In my case this happens when deploying hypervisors. If I'm installing a VMware vSphere cluster on bare metal, the software won't give me any way to set up a software RAID and we have to rely on the hardware RAID controller in the machine.

This is just an example, and I'm sure there are several others (people using different operating systems, or reusing older hardware for home-based file/media servers, etc).

Comment Re: Admitting you're a stupid twat... (Score 4, Informative) 561

Except, as I pointed out, the population density in urban areas of the USA is more than double that of the urban areas in Canada,

Stop making excuses. I live in Japan, and the population density in urban areas such as Tokyo or Osaka is about the same as in the most populated urban areas in the USA. The USA has as of today around 24.100 cases and 663 deaths per million of population, VS 704 cases and 13 deaths per million in Japan.

Evidently, population density isn't the only factor here.

Comment Re:right Bill Gates is an authoritative source (Score 1) 221

From around 1992 to the late 90s I was running a BBS/Fidonet node from my computer at home (2:343/163, in case somebody wants to look at old nodelists). It ran on a Frontdoor mailer with a RemoteAccess 2.x BBS backend behind, handling two phone lines. Those were MS-DOS applications. I didn't have a dedicated computer for the BBS, so that was also my day-to-day machine.

I was running OS/2 Warp and the BBS nodes were running in virtual DOS sessions in the background while I used the computer for my day-to-day stuff, also including running Windows 3.1. Windows applications running under emulation used to run faster than the same apps on equivalent hardware under native Windows, even with all the other stuff that OS/2 had running on the background.

Those were nice times.

Comment Re:There is no repurchasing apps (Score 2) 213

But eventually said app will stop working once you upgrade to a future version of the OS...

There are exceptions, but nowadays most of the critical business software (that includes Adobe) works on a subscription model. You pay a periodic subscription fee and get software updates whenever they're available.

Whether this model is worse or better is another question, but the argument you presented is a non-issue for businesses and for most users.

Comment Re:Not a whole lot, that's what, silly editors. (Score 3, Insightful) 280

...It has to do with the software running on the host you plug that target into,...

...which is why this point is completely irrelevant to your point, as user PhunkySchtuff already told you.

The hardware level portion can easily just ignore the first #foo number of sectors on the physical volume, and present a new logical LBA 0 starting point. In other words, it can completely fail to allow access to the iOS portion of the device.

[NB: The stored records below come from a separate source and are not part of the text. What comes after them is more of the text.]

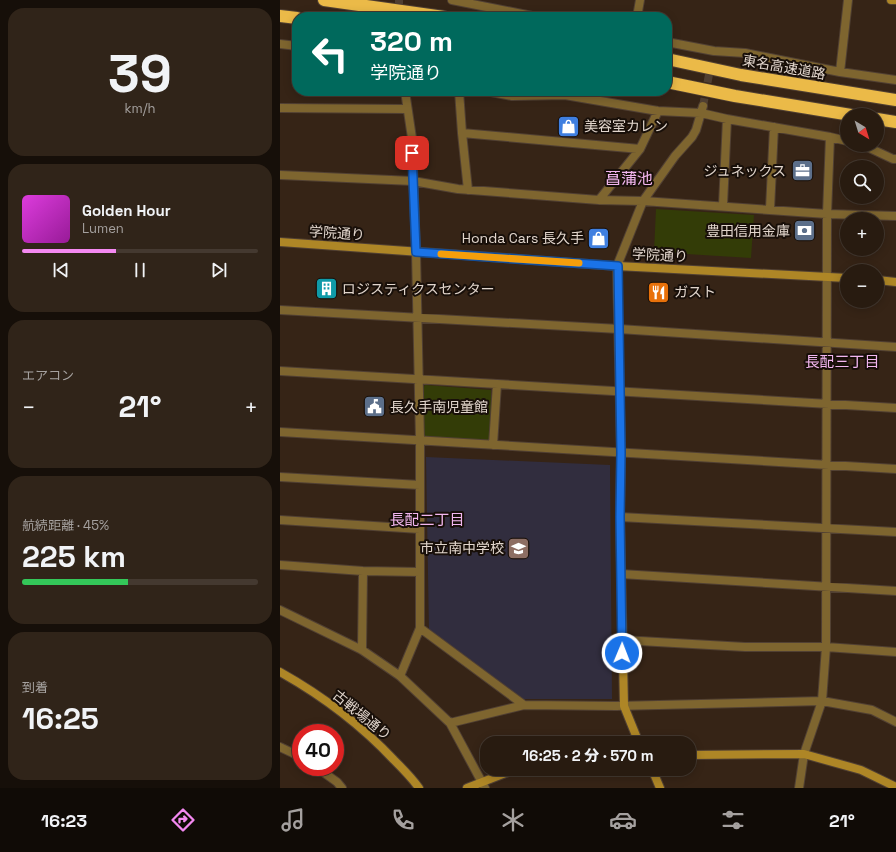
<!DOCTYPE html>
<html lang="ja">
<head>
<meta charset="utf-8">
<style>
  :root { --surface:#281b10; --page:#302419; --text:#f1f3f6; --muted:#a5a19f; --line:#443930; --accent:#f489f1 }
  body { margin:0; font-family:"Space Grotesk","Noto Sans JP",sans-serif; background:var(--page); color:var(--text); height:100vh; display:flex; flex-direction:column; font-size:15px; white-space:nowrap }
  * { box-sizing:border-box; margin:0 }
  p { font-size:13px; color:var(--muted) }
  .icon { flex:none; width:22px; height:22px; fill:none; stroke:currentColor; stroke-width:2; stroke-linecap:round; stroke-linejoin:round }
  .map { position:relative; flex:1; overflow:hidden }
  .drawer { display:flex; flex-direction:column; gap:8px; padding:8px; background:#160f09; width:280px }
  .drawer>* { flex:none }
  .top-card { position:absolute; left:12px; top:12px; width:380px; height:84px; border-radius:16px; box-shadow:0 2px 10px #0003,0 0 0 1px var(--line); background:#00695c; color:#fff; overflow:hidden }
  .needle { width:26px; rotate:142deg }
  .controls { position:absolute; left:560px; top:108px; display:grid; gap:8px }
  .controls a { display:grid; place-items:center; width:44px; height:44px; border-radius:50%; background:var(--surface); box-shadow:0 2px 10px #0003,0 0 0 1px var(--line); font-size:20px }
  .speed { position:absolute; left:12px; top:724px; display:flex; gap:8px; font-size:20px; font-weight:700; text-align:center }
  .speed>* { display:grid; place-content:center; width:52px; height:52px; border-radius:50%; background:var(--surface); box-shadow:0 2px 10px #0003,0 0 0 1px var(--line); line-height:1 }
  .speed .limit { border:6px solid #d22; background:#fff; color:#111 }
  .pin { position:absolute; display:grid; place-items:center; width:34px; height:34px; color:#fff; margin:-17px; border-radius:8px; box-shadow:0 2px 6px #0006 }
  .me { position:absolute; width:44px; margin:-22px; rotate:1deg; stroke-linejoin:round; filter:drop-shadow(0 0 3px #0008) }
  .turn { display:flex; align-items:center; gap:14px; height:84px; padding:0 12px; font-size:18px }
  .turn .icon { width:52px; height:52px; stroke-width:2.5 }
  .turn b { display:block; font-size:28px; line-height:34px }
  .big { font-size:30px; font-weight:800; line-height:1.1 }
  .drawer .card { flex:1; display:flex; flex-direction:column; justify-content:center; gap:6px; min-width:0; padding:0 14px; border-radius:16px; background:var(--page) }
  .drawer .dial { align-items:center; gap:0 }
  .dial b { font-size:52px; line-height:1 }
  .song { display:flex; align-items:center; gap:12px }
  .cover { width:48px; height:48px; border-radius:6px; background:linear-gradient(135deg,hsl(300 70% 55%),hsl(300 70% 35%)) }
  .played { height:4px; border-radius:2px; background:linear-gradient(90deg,var(--accent) 40%,var(--line) 40%) }
  .keys { display:flex; justify-content:space-around; direction:ltr }
  .heat { display:flex; justify-content:space-between; align-items:center; font-size:22px; direction:ltr }
  .charge { height:6px; border-radius:3px; background:linear-gradient(90deg,#34c759 45%,var(--line) 0) }
  .trip { position:absolute; left:200px; top:736px; width:216px; height:40px; border-radius:16px; background:var(--surface); box-shadow:0 2px 10px #0003,0 0 0 1px var(--line); font-weight:800; line-height:40px; text-align:center }
  .dock { display:flex; height:64px; justify-content:space-around; align-items:center; background:#100b06; color:var(--muted) }
  .dock .icon { width:28px; height:28px }
  .dock .selected { color:var(--accent) }
  .dock b { font-size:18px; color:var(--text) }
  main { display:flex; flex:1; min-height:0 }
  .map>svg:first-child { display:block }
</style>
</head>
<body>
<main>
<section class="drawer">
<div class="card dial"><b>39</b><p>km/h</p></div>
<div class="card">
<div class="song"><i class="cover"></i><div><b>Golden Hour</b><p>Lumen</p></div></div>
<div class="played"></div>
<div class="keys"><svg class="icon" aria-label="previous" viewBox="0 0 24 24"><path d="M18 5L8 12l10 7zM5 5v14"/></svg><svg class="icon" aria-label="pause" viewBox="0 0 24 24"><path d="M8 5v14M16 5v14"/></svg><svg class="icon" aria-label="next" viewBox="0 0 24 24"><path d="M6 5l10 7-10 7zM19 5v14"/></svg></div>
</div>
<div class="card"><p>エアコン</p>
<div class="heat"><a>−</a><b class="big">21°</b><a>+</a></div>
</div>
<div class="card"><p>航続距離 · 45%</p><b class="big">225 km</b><div class="charge"></div></div>
<div class="card"><p>到着</p><b class="big">16:25</b></div>
</section>
<div class="map">
<svg width="616" height="788" viewBox="0 0 616 788">
  <rect width="100%" height="100%" fill="#362416"/>
  <path fill="#312d3e" d="M146,457L330,465L332,699H242L149,632Z"/>
  <path fill="#333c07" d="M376,209L474,215L471,258L374,252Z
    M145,385L211,390V440L209,442L146,439L144,437L141,390Z"/>
  <g fill="none" stroke-linecap="round" stroke-linejoin="round">
    <path stroke="#503f31" stroke-width="8" stroke-dasharray="8 4" stroke-linecap="butt" d="M119,17V0
      M423,106L432,59"/>
    <defs>
      <path id="street" d="M172,0L257,17
        M357,17L360,0
        M387,42L434,51L465,53L560,72L616,80
        M0,44L17,46
        M560,72L568,0
        M179,91L182,133L188,190
        M206,91L232,96L285,95L378,111L421,113L447,119L550,137L567,141
        M0,108L126,109
        M182,133L360,149
        M583,145L613,159H616
        M0,175L133,181L178,189L319,200L363,201L547,214L616,216
        M319,200L360,149L378,111
        M443,205L447,119
        M490,209L494,127
        M337,266L363,201L395,156L412,137L416,130L423,106
        M0,310L339,329L616,347
        M0,371L616,408
        M0,432L616,469
        M213,445L217,384
        M0,477L140,485
        M340,517L616,532
        M0,520L140,529
        M0,565L83,571L140,572
        M341,574L616,591
        M0,610L82,650L120,676L170,723L205,788
        M140,628L244,705
        M342,640L465,647H546L616,652
        M82,650L83,571
        M120,676L140,628V441L136,252L132,138L125,91
        M170,723L244,705L336,706L542,701L592,710L616,722
        M0,747L21,757
        M36,767L57,782L62,788
        M519,788L524,754L542,701L546,647L547,214L550,137"/>
      <path id="secondary" d="M611,0H616
        M0,242L337,266L567,278
        M337,266L341,453L340,517L344,706L359,743
        M597,280L616,282
        M0,672C41,695 82,726 114,760C123,769 132,778 139,788
        M409,755L524,754L581,770L616,787
        M372,769L380,788
        M187,788L236,769"/>
      <path id="highway" d="M44,0L164,17
        M0,16L17,18
        M387,59L461,75L616,100
        M387,82L455,96L571,115
        M597,119L616,122"/>
    </defs>
    <use href="#street" stroke="#514033" stroke-width="10"/>
    <use href="#secondary" stroke="#514033" stroke-width="10"/>
    <use href="#highway" stroke="#514033" stroke-width="14"/>
    <use href="#street" stroke="#7e652f" stroke-width="8"/>
    <use href="#secondary" stroke="#ae8626" stroke-width="8"/>
    <use href="#highway" stroke="#ebba48" stroke-width="12"/>
  </g>
  <g fill="none" stroke-linecap="round" stroke-linejoin="round">
    <defs>
      <path id="route" d="M132,153L136,252L338,266L341,453L340,517L342,653"/>
    </defs>
    <use href="#route" stroke="#114b97" stroke-width="10"/>
    <use href="#route" stroke="#1a73e8" stroke-width="7"/>
    <path stroke="#f59e0b" stroke-width="7" d="M161,254L299,263"/>
  </g>
  <defs>
    <symbol id="shop-square" viewBox="-11 -11 22 22"><rect x="-9" y="-9" width="18" height="18" rx="4" fill="#3f7fe0" stroke="#180f09"/><path d="M-5-2.5h2.3a2.7 3.5 0 0 1 5.4 0H5L5.5 6h-11ZM-1.5-2.5h3a1.5 2.3 0 0 0-3 0Z" fill="#fff"/></symbol>
    <symbol id="office-square" viewBox="-11 -11 22 22"><rect x="-9" y="-9" width="18" height="18" rx="4" fill="#5c6f8a" stroke="#180f09"/><path d="M-6-3h4V-5.5h4V-3h4V5H-6ZM-1-4.5V-3h2v-1.5ZM-6 0V1H6V0Z" fill="#fff"/></symbol>
    <symbol id="bank-square" viewBox="-11 -11 22 22"><rect x="-9" y="-9" width="18" height="18" rx="4" fill="#5c6f8a" stroke="#180f09"/><path d="M-6-4H6V4H-6ZM0-2.3a2.3 2.3 0 1 0 0 4.6a2.3 2.3 0 1 0 0-4.6Z" fill="#fff"/></symbol>
    <symbol id="building-square" viewBox="-11 -11 22 22"><rect x="-9" y="-9" width="18" height="18" rx="4" fill="#0f9aa8" stroke="#180f09"/><path d="M-4-6H4V6H1V3H-1V6H-4ZM-2.5-4.3h1.7v1.8h-1.7ZM.8-4.3h1.7v1.8H.8ZM-2.5-1h1.7V.8h-1.7ZM.8-1h1.7V.8H.8Z" fill="#fff"/></symbol>
    <symbol id="restaurant-square" viewBox="-11 -11 22 22"><rect x="-9" y="-9" width="18" height="18" rx="4" fill="#e8710a" stroke="#180f09"/><path d="M-5-6h1v4h1v-4h1v4h1v-4h1v5L-1.5 .5V6h-2V.5L-5-1ZM5-6V6H3V1.5H1.5Q1.5-4 5-6Z" fill="#fff"/></symbol>
    <symbol id="civic-square" viewBox="-11 -11 22 22"><rect x="-9" y="-9" width="18" height="18" rx="4" fill="#5c6f8a" stroke="#180f09"/><path d="M-.6-6.5H3V-4.5H.6V-3L4-1V1h2V6H-6V1h2V-1L-.6-3ZM-1.2 2.5V6h2.4V2.5Z" fill="#fff"/></symbol>
    <symbol id="school-square" viewBox="-11 -11 22 22"><rect x="-9" y="-9" width="18" height="18" rx="4" fill="#8d6e63" stroke="#180f09"/><path d="M0-5L7-2L0 1L-7-2ZM-4 1L0 2.5L4 1V4Q0 6-4 4Z" fill="#fff"/></symbol>
  </defs>
  <g fill-rule="evenodd">
    <use href="#shop-square" x="276" y="114" width="25" height="25"/>
    <use href="#office-square" x="510" y="158" width="25" height="25"/>
    <use href="#bank-square" x="512" y="218" width="25" height="25"/>
    <use href="#shop-square" x="306" y="226" width="25" height="25"/>
    <use href="#building-square" x="34" y="276" width="25" height="25"/>
    <use href="#restaurant-square" x="366" y="280" width="25" height="25"/>
    <use href="#civic-square" x="82" y="394" width="25" height="25"/>
    <use href="#school-square" x="226" y="536" width="25" height="25"/>
  </g>
  <g text-anchor="middle" dominant-baseline="central" stroke-width="4" stroke-linejoin="round" paint-order="stroke">
    <g font-size="14" fill="#e1d5cc" stroke="#180f09">
      <text transform="translate(504 67) rotate(10)">東名高速道路</text>
      <text transform="translate(57 233) rotate(4)">学院通り</text>
      <text transform="translate(380 255) rotate(3)">学院通り</text>
      <text transform="translate(82 715) rotate(39)">古戦場通り</text>
    </g>
    <g font-size="14" fill="#e1d5cc" stroke="#180f09" text-anchor="start">
      <text x="304" y="126">美容室カレン</text>
      <text x="506" y="171" text-anchor="end">ジュネックス</text>
      <text x="510" y="231" text-anchor="end">豊田信用金庫</text>
      <text x="304" y="238" text-anchor="end">Honda Cars 長久手</text>
      <text x="62" y="289">ロジスティクスセンター</text>
      <text x="394" y="292">ガスト</text>
      <text x="110" y="407">長久手南児童館</text>
      <text x="224" y="548" text-anchor="end">市立南中学校</text>
    </g>
    <g font-size="15" fill="#f2b6ef" stroke="#180f09">
      <text x="562" y="361">長配三丁目</text>
      <text x="147" y="519">長配二丁目</text>
    </g>
    <g font-size="16" fill="#f2b6ef" stroke="#180f09">
      <text x="349" y="178">菖蒲池</text>
    </g>
  </g>
</svg>
<div class="controls">
<a><svg class="needle" viewBox="-14 -14 28 28"><path d="M0-13l5 13h-10z" fill="#e53935"/><path d="M0 13l5-13h-10z" fill="#a5a19f"/></svg></a>
<a><svg class="icon" aria-label="search" viewBox="0 0 24 24"><circle cx="10" cy="10" r="6"/><path d="M15 15l6 6"/></svg></a>
<a>+</a>
<a>−</a>
</div>
<div class="speed"><div class="limit">40</div></div>
<div class="pin" style="left:132px;top:153px;background:#d93025"><svg class="icon" aria-label="arrive" viewBox="0 0 24 24"><path d="M6 21V4h12l-3 4 3 4H6"/></svg></div>
<svg class="me" style="left:342px;top:653px" viewBox="-20 -20 40 40"><circle r="17" fill="#1a73e8" stroke="#fff" stroke-width="3"/><path d="M0-11L8 9 0 5-8 9z" fill="#fff"/></svg>
<div class="trip">16:25 · 2 分 · 570 m</div>
<div class="top-card">
<div class="turn"><svg class="icon" aria-label="left" viewBox="0 0 24 24"><path d="M17 20v-9H6M10 6l-5 5 5 5"/></svg><div><b>320 m</b>学院通り</div></div>
</div>
</div>
</main>
<nav class="dock">
<b>16:23</b>
<svg class="icon selected" aria-label="directions" viewBox="0 0 24 24"><path d="M12 3l9 9-9 9-9-9zM9 14v-3h6M13 9l2 2-2 2"/></svg>
<svg class="icon" aria-label="music" viewBox="0 0 24 24"><path d="M9 18V5l10-2v13"/><circle cx="6" cy="18" r="3"/><circle cx="16" cy="16" r="3"/></svg>
<svg class="icon" aria-label="phone" viewBox="0 0 24 24"><path d="M5 4h4l2 5-3 2q2 4 5 5l2-3 5 2v4C11 20 4 13 5 4z"/></svg>
<svg class="icon" aria-label="climate" viewBox="0 0 24 24"><path d="M12 3v18M4 7l16 10M4 17L20 7"/></svg>
<svg class="icon" aria-label="car" viewBox="0 0 24 24"><path d="M5 17H2v-5l4-1 3-4h7l3 4 3 1v5h-3M9 17h6M6 11h13"/><circle cx="7" cy="17" r="2"/><circle cx="17" cy="17" r="2"/></svg>
<svg class="icon" aria-label="filters" viewBox="0 0 24 24"><path d="M4 7h16M4 17h16"/><circle cx="9" cy="7" r="2"/><circle cx="15" cy="17" r="2"/></svg>
<b>21°</b>
</nav>
</body>
</html>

Sure, they could implement a logical start sector in order to protect that hypothetical iOS partition that you just pulled out of your ass. You don't know yet whether the hardware is going to implement logical sector addressing, or whether there's going to be an iOS partition on newer Macs, or whether the hardware is going to forbid you to touch that partition... Yet here you are presenting those hypothetical scenarios and criticizing Apple for what they COULD do if your predictions happen to become true.

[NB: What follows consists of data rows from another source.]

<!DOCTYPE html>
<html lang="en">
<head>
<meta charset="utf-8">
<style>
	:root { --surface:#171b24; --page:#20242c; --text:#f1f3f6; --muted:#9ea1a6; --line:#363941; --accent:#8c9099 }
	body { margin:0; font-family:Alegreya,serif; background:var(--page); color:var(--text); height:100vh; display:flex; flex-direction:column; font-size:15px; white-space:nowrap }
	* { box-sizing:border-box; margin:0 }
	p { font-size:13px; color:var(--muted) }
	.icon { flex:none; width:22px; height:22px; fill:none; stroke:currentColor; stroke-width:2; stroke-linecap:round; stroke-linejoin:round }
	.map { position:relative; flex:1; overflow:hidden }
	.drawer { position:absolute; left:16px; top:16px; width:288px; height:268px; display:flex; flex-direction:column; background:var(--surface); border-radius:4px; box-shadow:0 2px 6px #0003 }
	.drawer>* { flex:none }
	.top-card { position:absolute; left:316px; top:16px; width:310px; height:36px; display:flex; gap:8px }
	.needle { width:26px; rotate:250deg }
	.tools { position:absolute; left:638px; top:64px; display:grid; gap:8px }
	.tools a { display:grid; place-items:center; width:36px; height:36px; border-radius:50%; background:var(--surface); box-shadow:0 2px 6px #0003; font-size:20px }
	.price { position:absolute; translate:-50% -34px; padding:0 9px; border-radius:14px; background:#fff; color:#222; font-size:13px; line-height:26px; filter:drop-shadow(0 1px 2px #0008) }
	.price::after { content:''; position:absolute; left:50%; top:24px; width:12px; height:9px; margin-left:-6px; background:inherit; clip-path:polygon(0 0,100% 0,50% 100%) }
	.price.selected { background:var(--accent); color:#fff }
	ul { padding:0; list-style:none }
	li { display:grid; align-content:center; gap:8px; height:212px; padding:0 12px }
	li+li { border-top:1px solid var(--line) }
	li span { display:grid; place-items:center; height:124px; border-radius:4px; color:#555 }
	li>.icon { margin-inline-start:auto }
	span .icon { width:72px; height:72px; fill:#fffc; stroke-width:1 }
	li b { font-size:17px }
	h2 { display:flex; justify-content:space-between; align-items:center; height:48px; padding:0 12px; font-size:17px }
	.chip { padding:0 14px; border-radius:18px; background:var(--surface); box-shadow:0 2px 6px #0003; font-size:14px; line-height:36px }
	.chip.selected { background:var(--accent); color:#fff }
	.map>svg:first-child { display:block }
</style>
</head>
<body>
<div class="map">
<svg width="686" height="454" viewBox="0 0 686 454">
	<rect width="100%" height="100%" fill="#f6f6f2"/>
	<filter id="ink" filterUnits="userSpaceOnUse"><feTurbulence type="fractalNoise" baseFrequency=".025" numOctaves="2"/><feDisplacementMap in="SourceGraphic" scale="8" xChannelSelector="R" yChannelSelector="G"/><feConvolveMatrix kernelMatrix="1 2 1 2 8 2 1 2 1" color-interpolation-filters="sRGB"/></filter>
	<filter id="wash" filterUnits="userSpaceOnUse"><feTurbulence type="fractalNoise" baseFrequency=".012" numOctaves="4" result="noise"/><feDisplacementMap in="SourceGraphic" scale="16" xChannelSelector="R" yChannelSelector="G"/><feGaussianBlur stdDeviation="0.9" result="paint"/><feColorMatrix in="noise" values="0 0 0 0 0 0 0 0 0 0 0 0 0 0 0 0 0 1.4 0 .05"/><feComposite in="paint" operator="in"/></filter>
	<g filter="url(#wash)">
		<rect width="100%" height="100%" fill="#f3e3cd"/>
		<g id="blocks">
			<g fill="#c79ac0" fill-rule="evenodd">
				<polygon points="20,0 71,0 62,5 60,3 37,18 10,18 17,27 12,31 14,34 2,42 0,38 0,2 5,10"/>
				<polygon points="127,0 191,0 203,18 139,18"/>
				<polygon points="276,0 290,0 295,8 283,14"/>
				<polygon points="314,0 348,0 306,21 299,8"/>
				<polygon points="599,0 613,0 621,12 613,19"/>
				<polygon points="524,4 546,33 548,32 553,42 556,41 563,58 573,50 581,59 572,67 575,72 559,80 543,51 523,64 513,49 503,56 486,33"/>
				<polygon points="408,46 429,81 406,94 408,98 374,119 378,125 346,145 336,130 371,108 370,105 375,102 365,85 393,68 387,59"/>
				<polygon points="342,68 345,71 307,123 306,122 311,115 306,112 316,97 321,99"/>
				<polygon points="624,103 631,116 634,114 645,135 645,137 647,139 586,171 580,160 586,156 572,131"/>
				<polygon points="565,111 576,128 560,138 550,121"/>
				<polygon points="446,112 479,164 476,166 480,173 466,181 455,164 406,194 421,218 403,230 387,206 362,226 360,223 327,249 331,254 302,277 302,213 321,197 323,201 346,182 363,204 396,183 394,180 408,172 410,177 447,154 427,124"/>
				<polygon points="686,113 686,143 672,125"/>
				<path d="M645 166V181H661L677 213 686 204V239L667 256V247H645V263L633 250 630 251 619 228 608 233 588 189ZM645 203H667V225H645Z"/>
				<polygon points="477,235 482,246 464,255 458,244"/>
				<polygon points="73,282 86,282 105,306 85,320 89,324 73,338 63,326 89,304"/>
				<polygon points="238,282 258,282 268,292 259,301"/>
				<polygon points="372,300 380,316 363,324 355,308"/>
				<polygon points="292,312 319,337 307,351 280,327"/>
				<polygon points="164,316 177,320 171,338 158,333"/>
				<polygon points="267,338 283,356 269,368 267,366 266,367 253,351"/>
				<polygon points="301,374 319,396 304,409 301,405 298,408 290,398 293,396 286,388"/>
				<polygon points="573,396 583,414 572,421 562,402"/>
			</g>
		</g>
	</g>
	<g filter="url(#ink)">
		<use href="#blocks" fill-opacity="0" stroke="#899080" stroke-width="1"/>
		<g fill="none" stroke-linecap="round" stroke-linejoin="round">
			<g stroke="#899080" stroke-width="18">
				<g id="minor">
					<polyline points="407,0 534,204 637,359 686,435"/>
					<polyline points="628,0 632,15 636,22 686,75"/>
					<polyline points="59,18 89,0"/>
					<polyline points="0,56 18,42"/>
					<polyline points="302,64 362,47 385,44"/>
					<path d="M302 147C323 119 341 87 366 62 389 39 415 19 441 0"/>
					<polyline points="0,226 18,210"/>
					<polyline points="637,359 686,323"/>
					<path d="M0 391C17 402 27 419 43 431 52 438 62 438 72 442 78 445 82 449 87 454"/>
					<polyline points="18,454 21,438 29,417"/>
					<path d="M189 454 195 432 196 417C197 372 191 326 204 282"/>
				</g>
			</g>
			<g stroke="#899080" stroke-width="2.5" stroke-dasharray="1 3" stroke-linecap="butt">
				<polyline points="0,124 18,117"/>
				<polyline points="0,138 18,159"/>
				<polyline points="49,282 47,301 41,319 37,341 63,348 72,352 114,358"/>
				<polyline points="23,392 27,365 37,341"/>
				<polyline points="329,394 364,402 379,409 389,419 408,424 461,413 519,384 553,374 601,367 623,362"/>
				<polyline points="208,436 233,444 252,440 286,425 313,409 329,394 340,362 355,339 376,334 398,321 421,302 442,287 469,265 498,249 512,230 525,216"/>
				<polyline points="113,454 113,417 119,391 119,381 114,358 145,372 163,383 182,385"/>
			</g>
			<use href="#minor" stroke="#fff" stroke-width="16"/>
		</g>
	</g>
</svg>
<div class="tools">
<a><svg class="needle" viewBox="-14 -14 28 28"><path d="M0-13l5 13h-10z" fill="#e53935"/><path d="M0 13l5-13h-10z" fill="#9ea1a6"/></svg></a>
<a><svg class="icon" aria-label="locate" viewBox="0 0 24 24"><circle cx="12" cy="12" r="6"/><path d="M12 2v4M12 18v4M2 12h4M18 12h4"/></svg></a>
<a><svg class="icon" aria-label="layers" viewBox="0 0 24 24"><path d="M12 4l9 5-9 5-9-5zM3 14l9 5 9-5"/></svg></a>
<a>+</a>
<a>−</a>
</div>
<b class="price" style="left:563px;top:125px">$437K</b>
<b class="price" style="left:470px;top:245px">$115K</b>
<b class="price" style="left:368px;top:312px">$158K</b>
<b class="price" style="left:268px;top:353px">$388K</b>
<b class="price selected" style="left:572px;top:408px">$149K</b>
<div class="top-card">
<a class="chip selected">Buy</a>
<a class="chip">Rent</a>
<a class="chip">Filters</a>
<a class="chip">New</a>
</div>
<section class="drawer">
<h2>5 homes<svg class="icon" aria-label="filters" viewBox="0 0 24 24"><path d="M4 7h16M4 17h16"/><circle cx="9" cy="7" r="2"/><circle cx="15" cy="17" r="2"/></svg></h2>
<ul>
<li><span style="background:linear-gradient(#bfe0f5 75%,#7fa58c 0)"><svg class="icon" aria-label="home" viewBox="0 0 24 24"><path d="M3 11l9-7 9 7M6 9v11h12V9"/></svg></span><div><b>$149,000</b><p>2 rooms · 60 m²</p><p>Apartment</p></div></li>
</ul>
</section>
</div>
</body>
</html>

Have a nice day. (and no, I don't really care where you used to work. Appeal to authority is a logical fallacy.)

Appeal to authority isn't a logical fallacy when the person referenced happens to be an authority in the matter being discussed. I don't claim by any means to be an authority in anything Apple-related, but the fact remains that I do have extensive experience with both the hardware and the software, and that I've been using Macs daily both at home and at work for the last 12+ years, while you can't name the operating system Macs run.